● AVAILABLE RECORDS
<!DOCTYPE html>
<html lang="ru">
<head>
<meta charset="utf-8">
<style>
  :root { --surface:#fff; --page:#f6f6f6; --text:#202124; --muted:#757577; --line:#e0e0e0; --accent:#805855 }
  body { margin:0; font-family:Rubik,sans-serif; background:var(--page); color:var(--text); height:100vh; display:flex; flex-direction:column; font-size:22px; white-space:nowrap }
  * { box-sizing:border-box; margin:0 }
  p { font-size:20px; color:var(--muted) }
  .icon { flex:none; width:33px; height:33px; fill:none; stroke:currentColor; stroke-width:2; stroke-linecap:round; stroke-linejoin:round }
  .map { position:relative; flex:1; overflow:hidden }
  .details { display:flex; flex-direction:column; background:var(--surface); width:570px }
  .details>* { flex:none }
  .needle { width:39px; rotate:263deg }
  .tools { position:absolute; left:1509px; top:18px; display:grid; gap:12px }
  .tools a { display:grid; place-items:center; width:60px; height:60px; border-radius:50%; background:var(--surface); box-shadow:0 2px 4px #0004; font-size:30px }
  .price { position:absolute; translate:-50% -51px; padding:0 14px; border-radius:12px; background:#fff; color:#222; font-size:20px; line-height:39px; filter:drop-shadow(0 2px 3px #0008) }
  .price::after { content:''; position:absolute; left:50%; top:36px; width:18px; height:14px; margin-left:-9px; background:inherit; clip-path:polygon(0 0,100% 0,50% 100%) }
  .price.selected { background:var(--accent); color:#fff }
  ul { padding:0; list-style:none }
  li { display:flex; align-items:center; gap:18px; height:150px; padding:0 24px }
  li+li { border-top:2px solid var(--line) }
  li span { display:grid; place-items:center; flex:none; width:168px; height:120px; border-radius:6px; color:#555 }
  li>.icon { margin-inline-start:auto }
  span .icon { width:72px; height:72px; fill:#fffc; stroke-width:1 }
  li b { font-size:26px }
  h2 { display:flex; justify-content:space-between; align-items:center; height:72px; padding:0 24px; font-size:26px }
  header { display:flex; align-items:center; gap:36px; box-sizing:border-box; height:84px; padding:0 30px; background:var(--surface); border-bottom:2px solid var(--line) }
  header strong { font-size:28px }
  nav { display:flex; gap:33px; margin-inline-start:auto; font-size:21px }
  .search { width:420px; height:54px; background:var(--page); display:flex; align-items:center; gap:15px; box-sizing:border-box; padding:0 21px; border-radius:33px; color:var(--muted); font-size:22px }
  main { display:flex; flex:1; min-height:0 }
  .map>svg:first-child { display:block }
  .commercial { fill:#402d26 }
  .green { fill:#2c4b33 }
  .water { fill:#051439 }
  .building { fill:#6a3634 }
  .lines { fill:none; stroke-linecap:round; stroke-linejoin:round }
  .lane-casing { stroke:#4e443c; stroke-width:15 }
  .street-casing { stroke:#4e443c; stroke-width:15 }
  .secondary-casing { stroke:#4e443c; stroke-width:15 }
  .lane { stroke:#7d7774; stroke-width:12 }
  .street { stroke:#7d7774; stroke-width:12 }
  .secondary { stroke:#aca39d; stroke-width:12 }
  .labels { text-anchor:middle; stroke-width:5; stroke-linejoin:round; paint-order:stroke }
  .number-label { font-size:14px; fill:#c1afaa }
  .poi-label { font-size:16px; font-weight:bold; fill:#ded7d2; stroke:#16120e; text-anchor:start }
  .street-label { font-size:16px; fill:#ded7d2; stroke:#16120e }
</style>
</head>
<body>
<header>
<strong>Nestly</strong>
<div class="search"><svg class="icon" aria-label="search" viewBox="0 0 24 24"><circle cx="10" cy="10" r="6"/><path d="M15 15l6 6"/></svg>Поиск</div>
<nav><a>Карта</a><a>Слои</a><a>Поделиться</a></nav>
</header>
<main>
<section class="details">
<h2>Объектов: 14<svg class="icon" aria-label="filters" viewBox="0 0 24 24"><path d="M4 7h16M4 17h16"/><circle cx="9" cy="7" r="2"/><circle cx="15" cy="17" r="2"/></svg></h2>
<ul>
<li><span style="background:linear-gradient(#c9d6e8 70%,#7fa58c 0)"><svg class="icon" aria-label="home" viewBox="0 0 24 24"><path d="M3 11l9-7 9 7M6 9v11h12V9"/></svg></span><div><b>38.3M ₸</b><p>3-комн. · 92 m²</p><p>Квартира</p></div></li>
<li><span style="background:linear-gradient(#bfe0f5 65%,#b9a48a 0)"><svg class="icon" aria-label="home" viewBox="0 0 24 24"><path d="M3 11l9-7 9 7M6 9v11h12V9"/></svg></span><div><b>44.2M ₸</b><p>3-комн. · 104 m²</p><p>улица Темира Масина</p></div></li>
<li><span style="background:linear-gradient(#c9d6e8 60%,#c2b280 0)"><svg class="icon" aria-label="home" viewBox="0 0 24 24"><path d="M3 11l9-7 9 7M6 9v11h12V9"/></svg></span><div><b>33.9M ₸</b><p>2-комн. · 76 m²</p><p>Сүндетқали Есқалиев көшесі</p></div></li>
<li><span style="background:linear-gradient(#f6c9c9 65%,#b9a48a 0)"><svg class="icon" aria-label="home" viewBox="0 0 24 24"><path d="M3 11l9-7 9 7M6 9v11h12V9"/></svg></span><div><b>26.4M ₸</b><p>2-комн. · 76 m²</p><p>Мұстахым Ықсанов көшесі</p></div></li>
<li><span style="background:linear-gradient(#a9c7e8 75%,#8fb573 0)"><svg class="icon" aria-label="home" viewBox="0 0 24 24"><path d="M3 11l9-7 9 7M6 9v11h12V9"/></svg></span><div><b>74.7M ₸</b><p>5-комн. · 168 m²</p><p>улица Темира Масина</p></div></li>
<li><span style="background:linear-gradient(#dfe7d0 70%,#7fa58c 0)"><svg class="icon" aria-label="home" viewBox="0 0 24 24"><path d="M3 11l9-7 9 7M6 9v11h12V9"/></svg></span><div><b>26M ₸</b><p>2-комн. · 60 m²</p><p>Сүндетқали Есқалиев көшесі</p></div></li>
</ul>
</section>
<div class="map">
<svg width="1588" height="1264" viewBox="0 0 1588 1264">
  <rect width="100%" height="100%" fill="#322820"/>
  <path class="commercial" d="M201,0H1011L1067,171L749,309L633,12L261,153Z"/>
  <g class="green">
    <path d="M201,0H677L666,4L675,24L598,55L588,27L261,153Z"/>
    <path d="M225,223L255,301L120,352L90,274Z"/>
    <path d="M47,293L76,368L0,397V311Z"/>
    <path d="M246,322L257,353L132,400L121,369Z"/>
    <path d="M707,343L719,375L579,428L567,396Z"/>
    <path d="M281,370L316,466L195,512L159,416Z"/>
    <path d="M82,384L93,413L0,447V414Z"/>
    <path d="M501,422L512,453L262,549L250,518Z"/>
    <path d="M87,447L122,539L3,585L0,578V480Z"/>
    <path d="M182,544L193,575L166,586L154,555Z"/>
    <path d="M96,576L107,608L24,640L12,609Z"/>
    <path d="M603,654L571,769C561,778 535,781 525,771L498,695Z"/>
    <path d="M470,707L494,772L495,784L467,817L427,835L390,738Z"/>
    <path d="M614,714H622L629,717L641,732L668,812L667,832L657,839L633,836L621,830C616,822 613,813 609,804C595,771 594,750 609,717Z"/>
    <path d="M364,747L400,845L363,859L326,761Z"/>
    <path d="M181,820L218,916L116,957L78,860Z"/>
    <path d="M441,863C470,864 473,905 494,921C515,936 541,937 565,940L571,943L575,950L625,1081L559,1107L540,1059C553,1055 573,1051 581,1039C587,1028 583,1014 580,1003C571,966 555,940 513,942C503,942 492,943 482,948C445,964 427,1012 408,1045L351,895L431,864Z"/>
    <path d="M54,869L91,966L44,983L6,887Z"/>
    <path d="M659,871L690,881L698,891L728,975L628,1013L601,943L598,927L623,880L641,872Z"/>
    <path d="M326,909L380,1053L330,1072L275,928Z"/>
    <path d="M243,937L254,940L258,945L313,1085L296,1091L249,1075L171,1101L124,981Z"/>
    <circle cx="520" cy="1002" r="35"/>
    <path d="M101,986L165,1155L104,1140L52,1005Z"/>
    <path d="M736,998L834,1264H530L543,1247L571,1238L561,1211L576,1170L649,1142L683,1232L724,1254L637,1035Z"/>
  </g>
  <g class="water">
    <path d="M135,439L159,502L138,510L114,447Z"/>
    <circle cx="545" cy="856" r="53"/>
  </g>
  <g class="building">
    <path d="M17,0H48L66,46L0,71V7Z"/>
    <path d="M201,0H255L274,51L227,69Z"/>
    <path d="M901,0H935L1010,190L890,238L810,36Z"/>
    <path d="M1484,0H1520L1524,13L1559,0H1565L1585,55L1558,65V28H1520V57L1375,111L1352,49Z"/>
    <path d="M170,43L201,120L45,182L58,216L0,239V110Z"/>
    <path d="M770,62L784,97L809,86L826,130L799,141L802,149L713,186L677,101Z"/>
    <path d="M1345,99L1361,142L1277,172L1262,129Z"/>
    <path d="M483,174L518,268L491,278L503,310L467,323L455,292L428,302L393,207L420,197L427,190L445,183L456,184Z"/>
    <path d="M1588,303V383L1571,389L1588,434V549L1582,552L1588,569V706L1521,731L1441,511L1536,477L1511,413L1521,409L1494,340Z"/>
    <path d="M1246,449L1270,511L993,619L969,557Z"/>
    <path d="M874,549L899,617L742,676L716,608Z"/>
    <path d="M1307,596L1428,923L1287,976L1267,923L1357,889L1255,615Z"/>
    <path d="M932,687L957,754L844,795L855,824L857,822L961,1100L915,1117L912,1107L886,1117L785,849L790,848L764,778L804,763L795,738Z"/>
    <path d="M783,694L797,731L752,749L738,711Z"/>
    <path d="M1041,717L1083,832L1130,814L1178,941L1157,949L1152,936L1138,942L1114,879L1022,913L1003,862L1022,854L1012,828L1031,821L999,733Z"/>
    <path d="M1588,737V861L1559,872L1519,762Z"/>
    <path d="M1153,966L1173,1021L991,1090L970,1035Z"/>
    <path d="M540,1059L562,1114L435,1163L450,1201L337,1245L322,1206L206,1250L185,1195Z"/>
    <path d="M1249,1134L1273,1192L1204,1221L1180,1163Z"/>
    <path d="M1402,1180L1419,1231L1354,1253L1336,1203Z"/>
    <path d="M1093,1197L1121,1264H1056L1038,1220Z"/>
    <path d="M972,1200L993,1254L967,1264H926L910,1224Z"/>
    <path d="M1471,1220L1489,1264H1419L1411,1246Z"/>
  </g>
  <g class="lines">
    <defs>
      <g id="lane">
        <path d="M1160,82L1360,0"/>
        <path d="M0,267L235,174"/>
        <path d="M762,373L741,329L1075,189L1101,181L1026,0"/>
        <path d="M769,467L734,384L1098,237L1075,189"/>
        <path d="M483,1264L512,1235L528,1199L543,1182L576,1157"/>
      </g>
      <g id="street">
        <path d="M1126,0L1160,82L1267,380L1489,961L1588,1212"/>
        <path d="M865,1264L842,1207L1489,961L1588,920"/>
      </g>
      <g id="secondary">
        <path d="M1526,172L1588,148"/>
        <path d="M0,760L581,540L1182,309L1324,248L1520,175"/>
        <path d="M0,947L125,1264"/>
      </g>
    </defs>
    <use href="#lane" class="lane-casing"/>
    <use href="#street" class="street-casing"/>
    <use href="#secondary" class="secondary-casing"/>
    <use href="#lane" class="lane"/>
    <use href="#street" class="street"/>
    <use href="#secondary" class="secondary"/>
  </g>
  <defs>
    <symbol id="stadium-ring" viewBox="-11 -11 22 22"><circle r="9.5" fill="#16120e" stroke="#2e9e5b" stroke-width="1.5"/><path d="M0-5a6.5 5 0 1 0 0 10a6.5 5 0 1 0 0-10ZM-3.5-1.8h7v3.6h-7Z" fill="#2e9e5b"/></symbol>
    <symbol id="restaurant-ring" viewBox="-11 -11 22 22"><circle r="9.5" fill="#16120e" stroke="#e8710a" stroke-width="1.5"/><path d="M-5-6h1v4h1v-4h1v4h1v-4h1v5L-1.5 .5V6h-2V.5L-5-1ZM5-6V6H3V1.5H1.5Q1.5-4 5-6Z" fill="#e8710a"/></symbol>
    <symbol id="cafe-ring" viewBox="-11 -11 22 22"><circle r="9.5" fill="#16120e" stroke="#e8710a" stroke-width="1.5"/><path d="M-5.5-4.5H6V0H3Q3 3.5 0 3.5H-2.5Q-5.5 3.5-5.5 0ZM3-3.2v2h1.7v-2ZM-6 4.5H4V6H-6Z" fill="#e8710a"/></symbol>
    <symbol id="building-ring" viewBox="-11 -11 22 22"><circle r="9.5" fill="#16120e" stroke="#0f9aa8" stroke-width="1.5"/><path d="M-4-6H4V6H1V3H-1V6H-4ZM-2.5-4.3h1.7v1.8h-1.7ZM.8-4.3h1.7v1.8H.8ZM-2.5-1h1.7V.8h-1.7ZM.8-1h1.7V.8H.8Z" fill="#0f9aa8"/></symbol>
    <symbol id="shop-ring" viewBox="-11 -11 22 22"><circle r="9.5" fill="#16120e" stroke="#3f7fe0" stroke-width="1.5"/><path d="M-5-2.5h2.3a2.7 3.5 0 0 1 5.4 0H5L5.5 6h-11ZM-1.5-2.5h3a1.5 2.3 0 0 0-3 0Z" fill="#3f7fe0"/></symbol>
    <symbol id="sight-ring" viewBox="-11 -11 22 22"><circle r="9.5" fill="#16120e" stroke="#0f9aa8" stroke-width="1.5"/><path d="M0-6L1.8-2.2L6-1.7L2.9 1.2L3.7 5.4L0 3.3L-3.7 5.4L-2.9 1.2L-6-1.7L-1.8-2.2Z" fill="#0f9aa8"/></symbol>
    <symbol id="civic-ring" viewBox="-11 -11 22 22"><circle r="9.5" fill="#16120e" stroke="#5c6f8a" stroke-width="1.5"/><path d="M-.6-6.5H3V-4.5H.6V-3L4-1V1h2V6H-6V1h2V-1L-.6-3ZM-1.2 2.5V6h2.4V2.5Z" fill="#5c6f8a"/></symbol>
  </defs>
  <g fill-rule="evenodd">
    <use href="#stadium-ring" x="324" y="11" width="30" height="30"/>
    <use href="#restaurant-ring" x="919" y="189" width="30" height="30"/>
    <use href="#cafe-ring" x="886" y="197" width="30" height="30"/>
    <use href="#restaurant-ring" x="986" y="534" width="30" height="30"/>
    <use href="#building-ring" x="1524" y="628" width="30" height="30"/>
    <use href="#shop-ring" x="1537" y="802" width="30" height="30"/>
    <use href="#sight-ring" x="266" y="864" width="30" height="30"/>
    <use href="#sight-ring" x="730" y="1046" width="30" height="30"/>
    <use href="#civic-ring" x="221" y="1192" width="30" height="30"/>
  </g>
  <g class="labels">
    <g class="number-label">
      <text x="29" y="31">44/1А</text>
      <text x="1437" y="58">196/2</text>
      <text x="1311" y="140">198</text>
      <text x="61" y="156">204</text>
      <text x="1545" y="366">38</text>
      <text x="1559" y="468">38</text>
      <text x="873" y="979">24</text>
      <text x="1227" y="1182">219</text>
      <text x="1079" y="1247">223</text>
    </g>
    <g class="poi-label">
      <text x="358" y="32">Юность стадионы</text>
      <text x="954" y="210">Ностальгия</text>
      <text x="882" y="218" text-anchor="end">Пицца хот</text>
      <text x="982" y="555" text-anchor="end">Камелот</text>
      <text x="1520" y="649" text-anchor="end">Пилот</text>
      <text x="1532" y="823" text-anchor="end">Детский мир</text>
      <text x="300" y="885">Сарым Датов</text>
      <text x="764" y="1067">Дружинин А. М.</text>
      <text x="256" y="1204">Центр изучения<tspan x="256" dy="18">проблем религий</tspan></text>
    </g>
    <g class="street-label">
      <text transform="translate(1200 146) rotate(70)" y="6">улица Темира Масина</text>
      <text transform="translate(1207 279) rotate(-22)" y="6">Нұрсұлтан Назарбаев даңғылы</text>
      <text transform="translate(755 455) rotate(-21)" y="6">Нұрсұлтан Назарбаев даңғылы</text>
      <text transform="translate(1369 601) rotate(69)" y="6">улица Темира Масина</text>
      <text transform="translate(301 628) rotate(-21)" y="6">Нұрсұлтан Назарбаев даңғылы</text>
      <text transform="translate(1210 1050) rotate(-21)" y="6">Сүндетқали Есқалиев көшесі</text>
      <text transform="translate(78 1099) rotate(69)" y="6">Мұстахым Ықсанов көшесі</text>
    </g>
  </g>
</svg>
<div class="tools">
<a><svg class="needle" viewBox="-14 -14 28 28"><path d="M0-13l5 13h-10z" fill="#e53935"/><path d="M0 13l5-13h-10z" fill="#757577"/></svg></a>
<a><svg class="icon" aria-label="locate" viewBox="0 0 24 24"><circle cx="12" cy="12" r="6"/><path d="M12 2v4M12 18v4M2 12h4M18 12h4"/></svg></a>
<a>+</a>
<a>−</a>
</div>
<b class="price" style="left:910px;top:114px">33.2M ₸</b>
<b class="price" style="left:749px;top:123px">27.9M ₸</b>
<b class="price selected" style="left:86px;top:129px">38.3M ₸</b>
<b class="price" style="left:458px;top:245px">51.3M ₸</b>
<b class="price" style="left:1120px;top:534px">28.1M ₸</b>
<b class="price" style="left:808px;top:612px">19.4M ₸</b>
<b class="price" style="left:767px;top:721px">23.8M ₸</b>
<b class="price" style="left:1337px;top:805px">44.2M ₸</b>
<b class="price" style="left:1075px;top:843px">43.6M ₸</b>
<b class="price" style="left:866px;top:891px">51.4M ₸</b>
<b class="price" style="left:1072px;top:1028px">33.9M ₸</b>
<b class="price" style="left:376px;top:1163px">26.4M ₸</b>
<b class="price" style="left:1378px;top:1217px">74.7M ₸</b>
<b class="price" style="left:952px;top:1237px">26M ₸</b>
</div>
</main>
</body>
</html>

● EXERCISE INSTRUCTIONS
Above this task is a listing. Restate, word for word and with nothing added, the lines from the one with "fill:none; stroke-linecap:round; stroke-linejoin:round" through the one with "text-anchor:middle; stroke-width:5; stroke-linejoin:round;".

● COMPLETED TASK
  .lines { fill:none; stroke-linecap:round; stroke-linejoin:round }
  .lane-casing { stroke:#4e443c; stroke-width:15 }
  .street-casing { stroke:#4e443c; stroke-width:15 }
  .secondary-casing { stroke:#4e443c; stroke-width:15 }
  .lane { stroke:#7d7774; stroke-width:12 }
  .street { stroke:#7d7774; stroke-width:12 }
  .secondary { stroke:#aca39d; stroke-width:12 }
  .labels { text-anchor:middle; stroke-width:5; stroke-linejoin:round; paint-order:stroke }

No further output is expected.